The defendant also argues that under § 27-18-1 (1968 Reenactment),[3] the term accident and sickness should include major medical insurance. A closer reading of the statute, however, shows that the Legislature did not intend thereby to provide a definition of "accident and sickness" to be applicable to all contracts of insurance executed in this state. Rather this statutory definition is limited to its applicability "as used herein," that is, as used in the context of chap. 18 of title 27 of the section, and is, therefore, irrelevant to our consideration of what the parties intended in the insurance application.[4]
We, therefore, hold that the questions as posed in the application of January 10, 1966, were of such an ambiguous nature as to cause the plaintiff to reasonably believe that the major medical policy insuring her through her place of employment was not contemplated within the scope of the questions. In the circumstances, the omission of the major medical coverage in the application does not render the contract void. Since the insurer is the one responsible for the ambiguity, it shall suffer the consequences.
*323 As this court said in Nagy v.

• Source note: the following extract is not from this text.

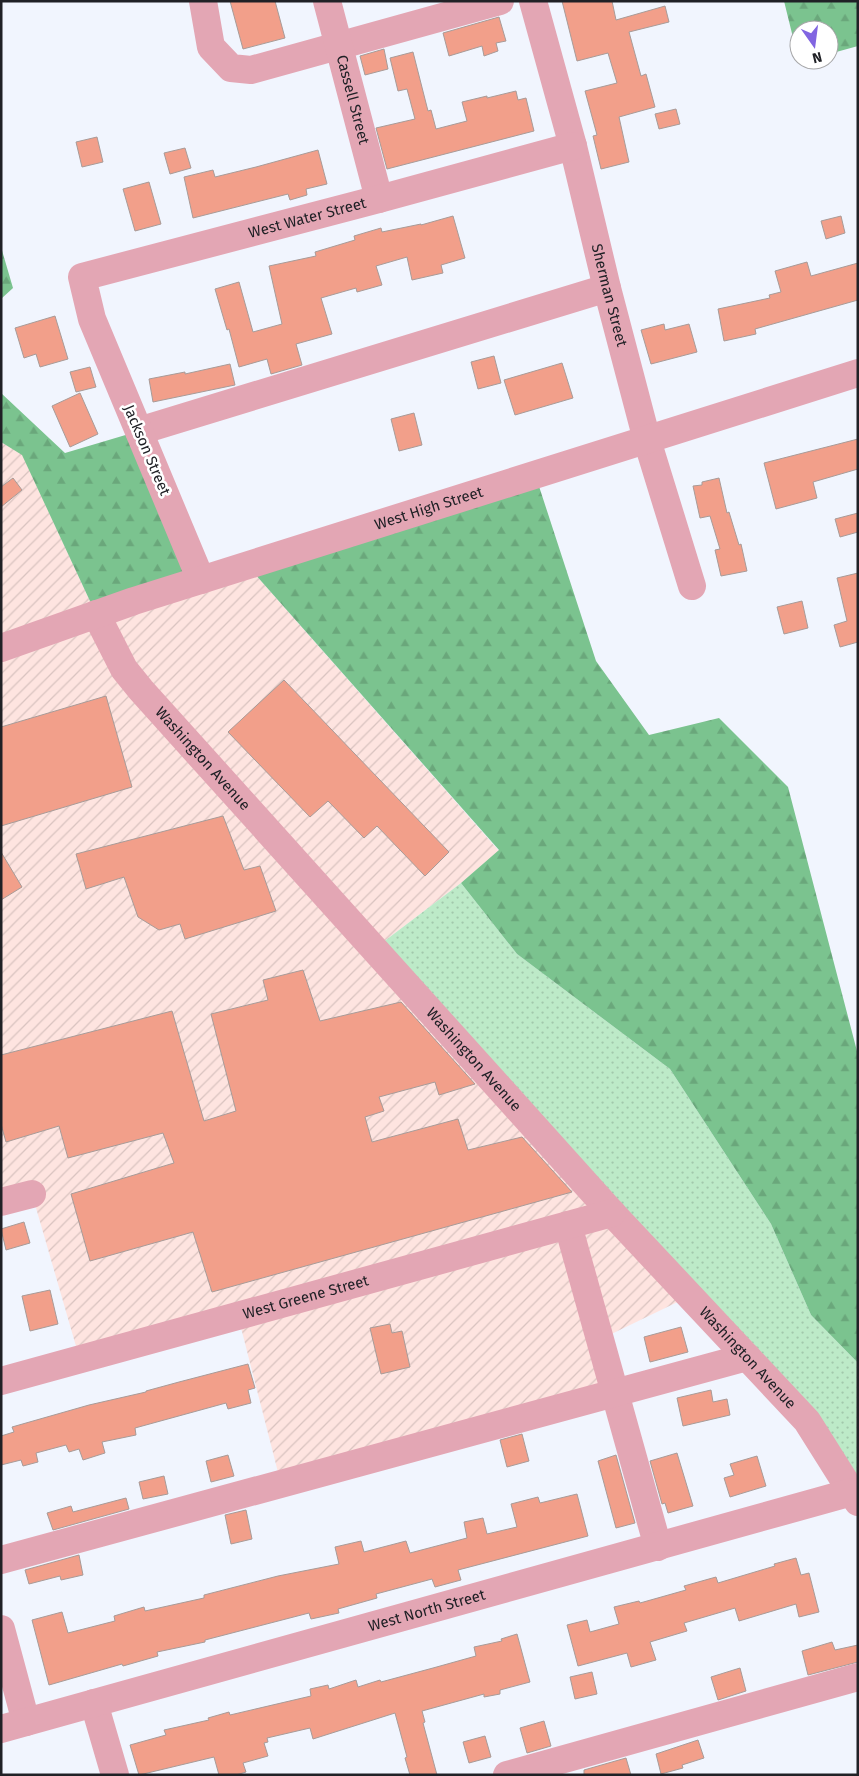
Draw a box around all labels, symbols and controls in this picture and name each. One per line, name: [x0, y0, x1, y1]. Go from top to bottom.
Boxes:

Lumbermens Mutual Casualty Co., supra, at 740, 219 A.2d at 400:
"In these circumstances our rule of construction requires that we charge the fault to the insurer who selected the language and that we accept the interpretation which favors the beneficiaries."
Since the issues heretofore considered are dispositive of the case, we do not consider the remaining arguments of plaintiff.
The plaintiff's appeal is sustained, the judgment appealed from is reversed, and the cause is remanded to the Superior Court with directions to enter judgment in accordance with this opinion.
POWERS, J., did not participate.
NOTES
[1] Under Part 1 of the application there appears the question: "11. Accident and Sickness Insurance now in force." Under this heading, there are blanks for amounts of cancellable and noncancellable monthly indemnity, benefit period, and principal sum. The remaining question in issue is found on the following page, section B. Question 4(a) reads: "Does any person to be covered now have any type of accident or sickness coverage in force?" Neither question includes the term "major medical insurance."
[2] Question 3 under Section C"Family Coverage"This section of the applciation was not required to be completed by plaintiff in applying for individual coverage.
[3] Section 27-18-1 reads:
"Policies subject to chapter. The term `policy of accident and sickness insurance' as used herein includes any policy or contract covering against loss resulting from sickness or from bodily injury or death by accident, or both."
[4] See annot. 119 A.L.R. 768:
"However, the better view would seem to be that statutes of this kind are neither binding on the courts nor entitled to great weight as authority; since the real issue is, not the proper construction of the statutes regulating insurance companies, but rather what the parties had in mind when they entered into the insurance contract."